● What is expected
Pictures in the data must not be copied, but everything else should be output exactly.
Start of Information supplied
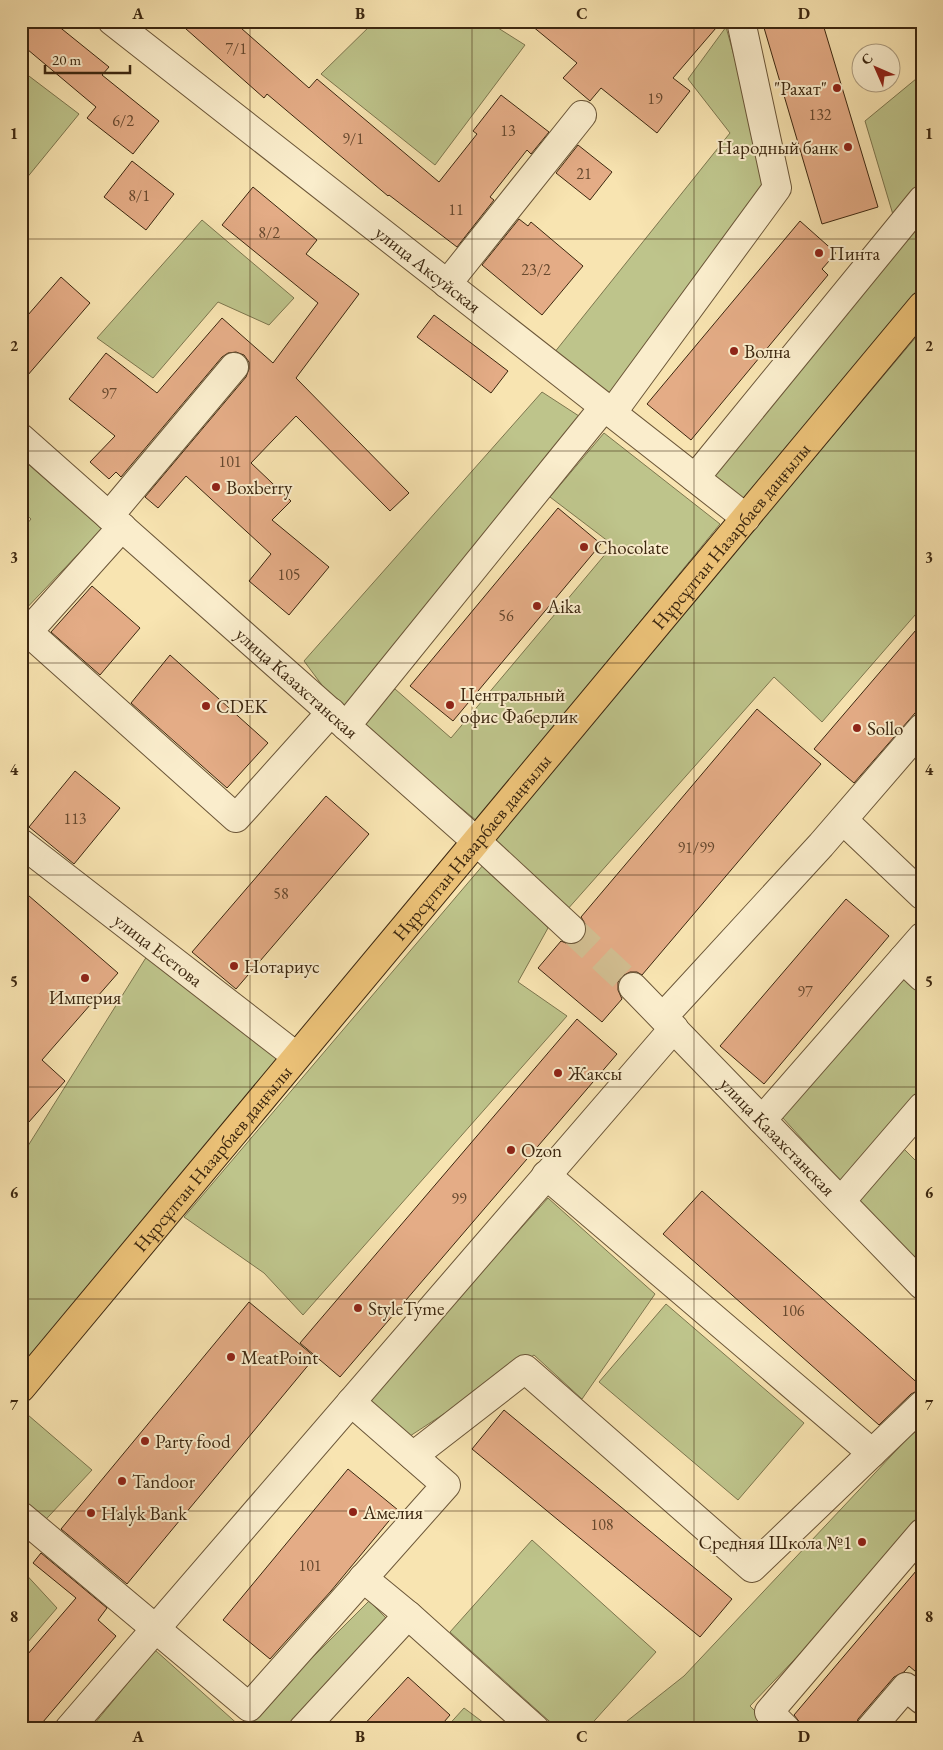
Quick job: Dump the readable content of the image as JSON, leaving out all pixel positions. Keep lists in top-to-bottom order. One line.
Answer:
{"streets":{"main road":["Нұрсұлтан Назарбаев даңғылы"],"street":["улица Аксуйская","улица Казахстанская","улица Есетова"]},"crossings":[["улица Аксуйская","Нұрсұлтан Назарбаев даңғылы"],["Нұрсұлтан Назарбаев даңғылы","улица Казахстанская"],["Нұрсұлтан Назарбаев даңғылы","улица Есетова"]],"places":["\"Рахат\"","Народный банк","Пинта","Волна","Boxberry","Chocolate","Aika","Центральный офис Фаберлик","CDEK","Sollo","Нотариус","Империя","Жаксы","Ozon","StyleTyme","MeatPoint","Party food","Tandoor","Амелия","Halyk Bank","Средняя Школа №1"],"house_numbers":["7/1","19","132","6/2","13","9/1","21","8/1","11","8/2","23/2","97","101","105","56","113","91/99","58","97","99","106","108","101"],"scale_bar":"20 m","north":"top left","grid":{"columns":["A","B","C","D"],"rows":["1","2","3","4","5","6","7","8"]}}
End of Information supplied
● The completed task
Quick job: Dump the readable content of the image as JSON, leaving out all pixel positions. Keep lists in top-to-bottom order. One line.
Answer:
{"streets":{"main road":["Нұрсұлтан Назарбаев даңғылы"],"street":["улица Аксуйская","улица Казахстанская","улица Есетова"]},"crossings":[["улица Аксуйская","Нұрсұлтан Назарбаев даңғылы"],["Нұрсұлтан Назарбаев даңғылы","улица Казахстанская"],["Нұрсұлтан Назарбаев даңғылы","улица Есетова"]],"places":["\"Рахат\"","Народный банк","Пинта","Волна","Boxberry","Chocolate","Aika","Центральный офис Фаберлик","CDEK","Sollo","Нотариус","Империя","Жаксы","Ozon","StyleTyme","MeatPoint","Party food","Tandoor","Амелия","Halyk Bank","Средняя Школа №1"],"house_numbers":["7/1","19","132","6/2","13","9/1","21","8/1","11","8/2","23/2","97","101","105","56","113","91/99","58","97","99","106","108","101"],"scale_bar":"20 m","north":"top left","grid":{"columns":["A","B","C","D"],"rows":["1","2","3","4","5","6","7","8"]}}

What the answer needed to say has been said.